The key words "MUST", "MUST NOT", "REQUIRED", "SHALL", "SHALL NOT", "SHOULD", "SHOULD NOT", "RECOMMENDED", "MAY", and "OPTIONAL" in this document are to be interpreted as described in [RFC2119].
The RTX format (RFC 4588) uses the first two bytes of the RTP payload (the Original Sequence Number field (OSN)) to transport the RTP sequence number of the retransmitted packet.
If the procedure used for regular media streams is also used for RTX, the MD does not have access to the OSN field, because it is E2E encrypted as part of the RTP payload, and this prevents it from terminating retransmissions.
In the context of PERC, RTX should be performed only HBH. That is, the payload of the RTX packet must be encrypted with the HBH context, but not with the E2E context.
Specifically, when an entity retransmits a packet using RTX it:
RFC3550 allows an RTP packet to contain only padding, and no payload.

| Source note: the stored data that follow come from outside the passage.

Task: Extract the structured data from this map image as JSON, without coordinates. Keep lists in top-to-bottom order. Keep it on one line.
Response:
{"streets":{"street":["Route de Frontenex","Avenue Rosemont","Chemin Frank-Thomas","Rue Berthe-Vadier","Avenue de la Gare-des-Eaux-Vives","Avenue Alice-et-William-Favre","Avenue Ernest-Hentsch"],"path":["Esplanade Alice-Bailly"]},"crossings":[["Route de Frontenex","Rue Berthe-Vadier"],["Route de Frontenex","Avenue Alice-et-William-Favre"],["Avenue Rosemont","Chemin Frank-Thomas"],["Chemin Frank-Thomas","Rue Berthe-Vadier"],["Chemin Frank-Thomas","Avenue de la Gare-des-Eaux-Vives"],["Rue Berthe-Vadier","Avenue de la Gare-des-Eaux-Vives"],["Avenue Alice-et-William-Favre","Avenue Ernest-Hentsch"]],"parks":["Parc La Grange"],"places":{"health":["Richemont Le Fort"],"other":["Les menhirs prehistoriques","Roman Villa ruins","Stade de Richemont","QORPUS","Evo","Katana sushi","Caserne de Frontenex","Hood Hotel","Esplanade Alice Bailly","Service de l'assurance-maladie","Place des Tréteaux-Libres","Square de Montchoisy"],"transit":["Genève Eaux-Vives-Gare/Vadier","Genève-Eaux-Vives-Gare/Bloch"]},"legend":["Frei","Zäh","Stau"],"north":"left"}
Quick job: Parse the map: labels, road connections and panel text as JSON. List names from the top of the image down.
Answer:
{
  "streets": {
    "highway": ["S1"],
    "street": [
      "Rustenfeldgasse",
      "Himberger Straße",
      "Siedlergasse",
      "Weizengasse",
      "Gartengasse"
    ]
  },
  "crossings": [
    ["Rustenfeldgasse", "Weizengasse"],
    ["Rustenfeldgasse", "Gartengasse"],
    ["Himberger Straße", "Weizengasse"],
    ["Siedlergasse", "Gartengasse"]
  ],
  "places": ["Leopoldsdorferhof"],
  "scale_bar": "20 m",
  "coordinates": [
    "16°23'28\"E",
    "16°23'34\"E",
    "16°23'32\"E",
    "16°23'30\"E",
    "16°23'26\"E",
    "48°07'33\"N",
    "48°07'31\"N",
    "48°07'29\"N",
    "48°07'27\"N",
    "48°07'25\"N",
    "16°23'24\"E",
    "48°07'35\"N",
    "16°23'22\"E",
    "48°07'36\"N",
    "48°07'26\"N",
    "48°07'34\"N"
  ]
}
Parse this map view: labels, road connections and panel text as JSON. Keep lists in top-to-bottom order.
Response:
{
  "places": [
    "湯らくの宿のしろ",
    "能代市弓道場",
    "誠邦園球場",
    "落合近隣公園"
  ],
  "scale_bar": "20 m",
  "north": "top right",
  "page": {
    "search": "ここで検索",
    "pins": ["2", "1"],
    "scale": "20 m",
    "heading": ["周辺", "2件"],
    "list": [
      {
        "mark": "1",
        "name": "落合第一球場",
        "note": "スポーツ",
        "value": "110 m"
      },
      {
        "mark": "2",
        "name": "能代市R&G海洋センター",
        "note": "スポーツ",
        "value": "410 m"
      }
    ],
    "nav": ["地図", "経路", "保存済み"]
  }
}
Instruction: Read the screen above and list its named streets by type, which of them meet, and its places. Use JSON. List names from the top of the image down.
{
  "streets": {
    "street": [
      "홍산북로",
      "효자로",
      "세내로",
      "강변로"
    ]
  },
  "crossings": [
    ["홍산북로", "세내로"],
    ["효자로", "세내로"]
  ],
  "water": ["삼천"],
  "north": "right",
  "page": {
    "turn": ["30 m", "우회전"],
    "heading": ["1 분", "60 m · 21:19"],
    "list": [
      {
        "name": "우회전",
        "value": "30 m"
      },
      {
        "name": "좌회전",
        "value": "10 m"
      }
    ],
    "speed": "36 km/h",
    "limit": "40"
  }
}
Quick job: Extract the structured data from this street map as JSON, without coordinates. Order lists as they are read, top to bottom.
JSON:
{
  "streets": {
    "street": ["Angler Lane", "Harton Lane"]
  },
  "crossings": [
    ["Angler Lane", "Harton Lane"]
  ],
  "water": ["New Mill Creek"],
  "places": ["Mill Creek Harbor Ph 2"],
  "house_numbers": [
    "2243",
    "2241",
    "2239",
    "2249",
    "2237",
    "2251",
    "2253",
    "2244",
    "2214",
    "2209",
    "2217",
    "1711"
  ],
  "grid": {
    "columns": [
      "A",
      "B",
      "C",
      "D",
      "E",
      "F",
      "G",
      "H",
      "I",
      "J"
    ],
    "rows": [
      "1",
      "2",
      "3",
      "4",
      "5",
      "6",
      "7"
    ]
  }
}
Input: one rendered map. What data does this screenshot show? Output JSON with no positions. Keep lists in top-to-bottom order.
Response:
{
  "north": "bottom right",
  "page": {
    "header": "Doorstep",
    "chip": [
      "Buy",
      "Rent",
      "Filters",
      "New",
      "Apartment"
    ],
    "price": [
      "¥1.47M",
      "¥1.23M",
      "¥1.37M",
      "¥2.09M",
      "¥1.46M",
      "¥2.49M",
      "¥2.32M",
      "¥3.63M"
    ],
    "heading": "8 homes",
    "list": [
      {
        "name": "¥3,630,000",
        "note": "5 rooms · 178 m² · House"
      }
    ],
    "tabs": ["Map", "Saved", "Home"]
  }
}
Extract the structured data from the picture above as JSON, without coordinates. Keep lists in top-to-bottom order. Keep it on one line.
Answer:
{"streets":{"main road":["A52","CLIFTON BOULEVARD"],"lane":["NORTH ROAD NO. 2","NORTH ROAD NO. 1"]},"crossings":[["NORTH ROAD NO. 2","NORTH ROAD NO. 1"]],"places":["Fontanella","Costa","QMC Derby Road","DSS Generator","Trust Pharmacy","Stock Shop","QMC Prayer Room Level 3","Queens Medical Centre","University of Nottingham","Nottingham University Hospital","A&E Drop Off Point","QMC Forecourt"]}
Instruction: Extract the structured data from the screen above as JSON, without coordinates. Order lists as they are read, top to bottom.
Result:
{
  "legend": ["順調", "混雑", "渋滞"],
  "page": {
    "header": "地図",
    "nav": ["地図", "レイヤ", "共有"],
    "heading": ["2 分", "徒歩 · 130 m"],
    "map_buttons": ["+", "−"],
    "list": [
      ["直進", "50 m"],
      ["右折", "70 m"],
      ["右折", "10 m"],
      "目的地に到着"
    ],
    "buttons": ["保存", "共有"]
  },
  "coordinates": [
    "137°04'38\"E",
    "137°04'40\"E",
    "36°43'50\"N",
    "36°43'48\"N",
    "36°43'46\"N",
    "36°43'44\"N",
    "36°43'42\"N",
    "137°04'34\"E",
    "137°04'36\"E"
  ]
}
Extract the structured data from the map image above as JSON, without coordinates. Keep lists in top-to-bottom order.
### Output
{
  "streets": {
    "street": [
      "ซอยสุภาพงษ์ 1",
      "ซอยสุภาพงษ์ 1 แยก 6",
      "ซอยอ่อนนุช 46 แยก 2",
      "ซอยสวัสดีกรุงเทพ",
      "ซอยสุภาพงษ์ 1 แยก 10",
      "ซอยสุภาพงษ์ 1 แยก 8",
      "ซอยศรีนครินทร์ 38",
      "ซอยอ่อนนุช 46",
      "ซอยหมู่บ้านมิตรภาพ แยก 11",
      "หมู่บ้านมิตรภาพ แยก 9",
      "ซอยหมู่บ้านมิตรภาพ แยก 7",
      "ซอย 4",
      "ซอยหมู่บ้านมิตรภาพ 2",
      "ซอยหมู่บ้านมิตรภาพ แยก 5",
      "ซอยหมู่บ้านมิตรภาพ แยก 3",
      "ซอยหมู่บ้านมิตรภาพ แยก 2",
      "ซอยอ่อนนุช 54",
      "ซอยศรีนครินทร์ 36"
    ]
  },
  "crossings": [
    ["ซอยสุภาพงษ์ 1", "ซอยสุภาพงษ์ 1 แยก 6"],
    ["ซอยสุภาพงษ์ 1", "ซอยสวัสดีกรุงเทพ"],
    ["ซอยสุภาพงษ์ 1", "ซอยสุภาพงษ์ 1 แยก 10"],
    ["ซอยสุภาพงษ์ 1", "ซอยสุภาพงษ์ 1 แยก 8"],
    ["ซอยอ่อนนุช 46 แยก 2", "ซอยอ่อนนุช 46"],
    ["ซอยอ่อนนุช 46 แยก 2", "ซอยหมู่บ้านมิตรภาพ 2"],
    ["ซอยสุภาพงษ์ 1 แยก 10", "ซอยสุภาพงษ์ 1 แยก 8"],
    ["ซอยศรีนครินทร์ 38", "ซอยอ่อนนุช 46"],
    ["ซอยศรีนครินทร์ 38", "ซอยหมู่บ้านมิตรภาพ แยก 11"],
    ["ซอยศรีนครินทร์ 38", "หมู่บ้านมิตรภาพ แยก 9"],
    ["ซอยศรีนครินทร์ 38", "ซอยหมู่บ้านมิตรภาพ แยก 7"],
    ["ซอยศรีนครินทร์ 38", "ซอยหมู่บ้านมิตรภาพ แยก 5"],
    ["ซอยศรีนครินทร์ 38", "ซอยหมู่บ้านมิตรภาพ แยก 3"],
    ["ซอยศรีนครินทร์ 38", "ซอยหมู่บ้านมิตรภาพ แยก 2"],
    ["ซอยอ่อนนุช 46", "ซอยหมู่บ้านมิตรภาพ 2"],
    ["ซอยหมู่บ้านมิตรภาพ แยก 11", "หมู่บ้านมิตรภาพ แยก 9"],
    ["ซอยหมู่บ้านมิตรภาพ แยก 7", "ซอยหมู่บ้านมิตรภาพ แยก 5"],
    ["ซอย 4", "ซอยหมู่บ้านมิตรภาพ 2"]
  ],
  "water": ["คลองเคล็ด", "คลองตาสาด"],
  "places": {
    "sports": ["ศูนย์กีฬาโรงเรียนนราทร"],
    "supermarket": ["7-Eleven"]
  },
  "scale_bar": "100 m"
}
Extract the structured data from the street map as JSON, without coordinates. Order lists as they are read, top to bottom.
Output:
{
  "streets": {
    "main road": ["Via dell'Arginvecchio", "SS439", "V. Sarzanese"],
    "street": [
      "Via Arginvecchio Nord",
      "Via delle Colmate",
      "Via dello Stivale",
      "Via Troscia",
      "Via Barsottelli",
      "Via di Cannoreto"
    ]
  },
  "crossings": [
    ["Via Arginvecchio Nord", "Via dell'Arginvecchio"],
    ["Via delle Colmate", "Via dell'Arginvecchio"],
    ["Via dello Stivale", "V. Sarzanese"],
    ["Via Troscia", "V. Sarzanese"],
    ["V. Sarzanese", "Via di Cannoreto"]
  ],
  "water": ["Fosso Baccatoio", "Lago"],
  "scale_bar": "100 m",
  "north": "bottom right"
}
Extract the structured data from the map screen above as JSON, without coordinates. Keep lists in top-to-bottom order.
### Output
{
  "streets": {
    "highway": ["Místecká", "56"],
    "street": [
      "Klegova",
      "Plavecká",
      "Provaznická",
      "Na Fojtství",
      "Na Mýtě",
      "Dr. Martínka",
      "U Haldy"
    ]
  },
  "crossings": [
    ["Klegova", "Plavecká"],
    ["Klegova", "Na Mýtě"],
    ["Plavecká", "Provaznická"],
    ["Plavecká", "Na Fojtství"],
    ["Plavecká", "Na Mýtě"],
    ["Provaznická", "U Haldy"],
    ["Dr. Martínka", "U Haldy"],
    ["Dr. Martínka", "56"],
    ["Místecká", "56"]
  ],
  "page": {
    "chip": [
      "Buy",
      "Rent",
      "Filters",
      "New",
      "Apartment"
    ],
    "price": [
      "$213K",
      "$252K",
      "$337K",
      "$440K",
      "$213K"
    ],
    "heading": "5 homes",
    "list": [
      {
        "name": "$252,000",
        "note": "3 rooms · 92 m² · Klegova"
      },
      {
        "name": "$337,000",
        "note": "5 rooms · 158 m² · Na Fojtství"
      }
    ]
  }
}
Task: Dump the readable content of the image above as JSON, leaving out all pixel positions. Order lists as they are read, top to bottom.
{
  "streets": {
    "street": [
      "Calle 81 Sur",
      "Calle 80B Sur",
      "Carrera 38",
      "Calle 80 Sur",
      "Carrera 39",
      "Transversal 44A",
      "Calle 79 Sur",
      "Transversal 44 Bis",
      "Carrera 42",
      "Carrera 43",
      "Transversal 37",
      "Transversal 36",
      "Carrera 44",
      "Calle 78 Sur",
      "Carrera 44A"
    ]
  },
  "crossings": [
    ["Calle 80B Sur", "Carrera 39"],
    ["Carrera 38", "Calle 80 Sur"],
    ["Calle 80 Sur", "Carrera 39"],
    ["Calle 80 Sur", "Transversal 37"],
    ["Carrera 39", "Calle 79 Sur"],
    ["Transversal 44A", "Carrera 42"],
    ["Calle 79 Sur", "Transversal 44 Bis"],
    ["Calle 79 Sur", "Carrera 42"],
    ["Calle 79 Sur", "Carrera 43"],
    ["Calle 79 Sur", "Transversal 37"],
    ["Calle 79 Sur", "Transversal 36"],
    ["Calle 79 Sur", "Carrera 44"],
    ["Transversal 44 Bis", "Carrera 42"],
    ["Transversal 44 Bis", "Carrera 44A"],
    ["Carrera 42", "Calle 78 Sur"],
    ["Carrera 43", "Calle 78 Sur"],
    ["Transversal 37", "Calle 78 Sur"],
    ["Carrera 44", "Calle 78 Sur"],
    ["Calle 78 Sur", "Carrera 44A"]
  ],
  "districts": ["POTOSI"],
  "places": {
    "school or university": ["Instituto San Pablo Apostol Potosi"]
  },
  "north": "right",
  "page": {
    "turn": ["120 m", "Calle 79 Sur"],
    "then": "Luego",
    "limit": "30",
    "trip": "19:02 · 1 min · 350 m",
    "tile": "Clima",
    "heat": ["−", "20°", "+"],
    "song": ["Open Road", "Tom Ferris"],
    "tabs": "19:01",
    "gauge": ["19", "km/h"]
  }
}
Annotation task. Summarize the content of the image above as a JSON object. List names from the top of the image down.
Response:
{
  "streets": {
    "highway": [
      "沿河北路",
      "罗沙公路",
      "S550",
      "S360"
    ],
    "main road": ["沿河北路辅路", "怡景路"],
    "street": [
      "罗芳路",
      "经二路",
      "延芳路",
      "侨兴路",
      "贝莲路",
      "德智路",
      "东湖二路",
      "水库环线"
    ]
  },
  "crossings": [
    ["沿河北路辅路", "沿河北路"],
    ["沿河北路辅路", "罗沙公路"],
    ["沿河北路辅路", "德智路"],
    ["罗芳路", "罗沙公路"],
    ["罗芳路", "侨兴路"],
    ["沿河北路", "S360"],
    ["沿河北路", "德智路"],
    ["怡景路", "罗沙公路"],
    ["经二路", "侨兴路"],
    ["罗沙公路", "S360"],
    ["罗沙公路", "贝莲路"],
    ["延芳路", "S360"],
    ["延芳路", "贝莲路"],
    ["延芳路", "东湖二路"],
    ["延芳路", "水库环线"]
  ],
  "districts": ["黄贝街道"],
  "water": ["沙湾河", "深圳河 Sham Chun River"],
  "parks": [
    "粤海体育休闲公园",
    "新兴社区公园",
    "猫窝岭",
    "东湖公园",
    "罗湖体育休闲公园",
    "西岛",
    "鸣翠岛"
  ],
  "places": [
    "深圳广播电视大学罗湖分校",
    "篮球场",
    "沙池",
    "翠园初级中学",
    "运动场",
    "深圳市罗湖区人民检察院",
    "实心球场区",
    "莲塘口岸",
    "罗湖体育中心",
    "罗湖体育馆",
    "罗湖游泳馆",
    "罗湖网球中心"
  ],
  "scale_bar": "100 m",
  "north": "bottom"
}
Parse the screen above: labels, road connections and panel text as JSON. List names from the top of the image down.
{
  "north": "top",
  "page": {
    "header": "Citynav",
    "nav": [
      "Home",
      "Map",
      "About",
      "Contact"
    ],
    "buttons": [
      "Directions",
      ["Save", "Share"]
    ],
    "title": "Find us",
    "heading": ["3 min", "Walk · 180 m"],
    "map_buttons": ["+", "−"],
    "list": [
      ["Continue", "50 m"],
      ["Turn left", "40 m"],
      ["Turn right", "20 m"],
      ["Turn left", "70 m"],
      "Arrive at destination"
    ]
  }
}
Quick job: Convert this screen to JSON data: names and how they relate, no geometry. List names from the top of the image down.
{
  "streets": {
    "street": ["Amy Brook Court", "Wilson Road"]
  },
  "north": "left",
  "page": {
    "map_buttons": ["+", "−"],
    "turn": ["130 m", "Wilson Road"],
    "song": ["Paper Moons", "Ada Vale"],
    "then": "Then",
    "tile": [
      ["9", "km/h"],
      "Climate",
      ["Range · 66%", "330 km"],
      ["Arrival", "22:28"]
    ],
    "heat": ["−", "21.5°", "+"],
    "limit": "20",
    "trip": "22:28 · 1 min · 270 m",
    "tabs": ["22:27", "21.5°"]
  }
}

The number of padding bytes is contained in the last byte of the payload, and it is encrypted by SRTP.
In the context of PERC, an MD does not have access to the padding length field of an RTX packet, and therefore it can not determine whether the packet contains non-padding payload or not.
RTX packets with padding only are currently used by some bandwidth estimation algorithms when probing for additional bandwidth availability. Bandwidth estimations have a strictly hop-by-hop context, so MDs therefore usually terminate them by recognizing and dropping all incoming probe packets. They then generate new ones for their own estimations.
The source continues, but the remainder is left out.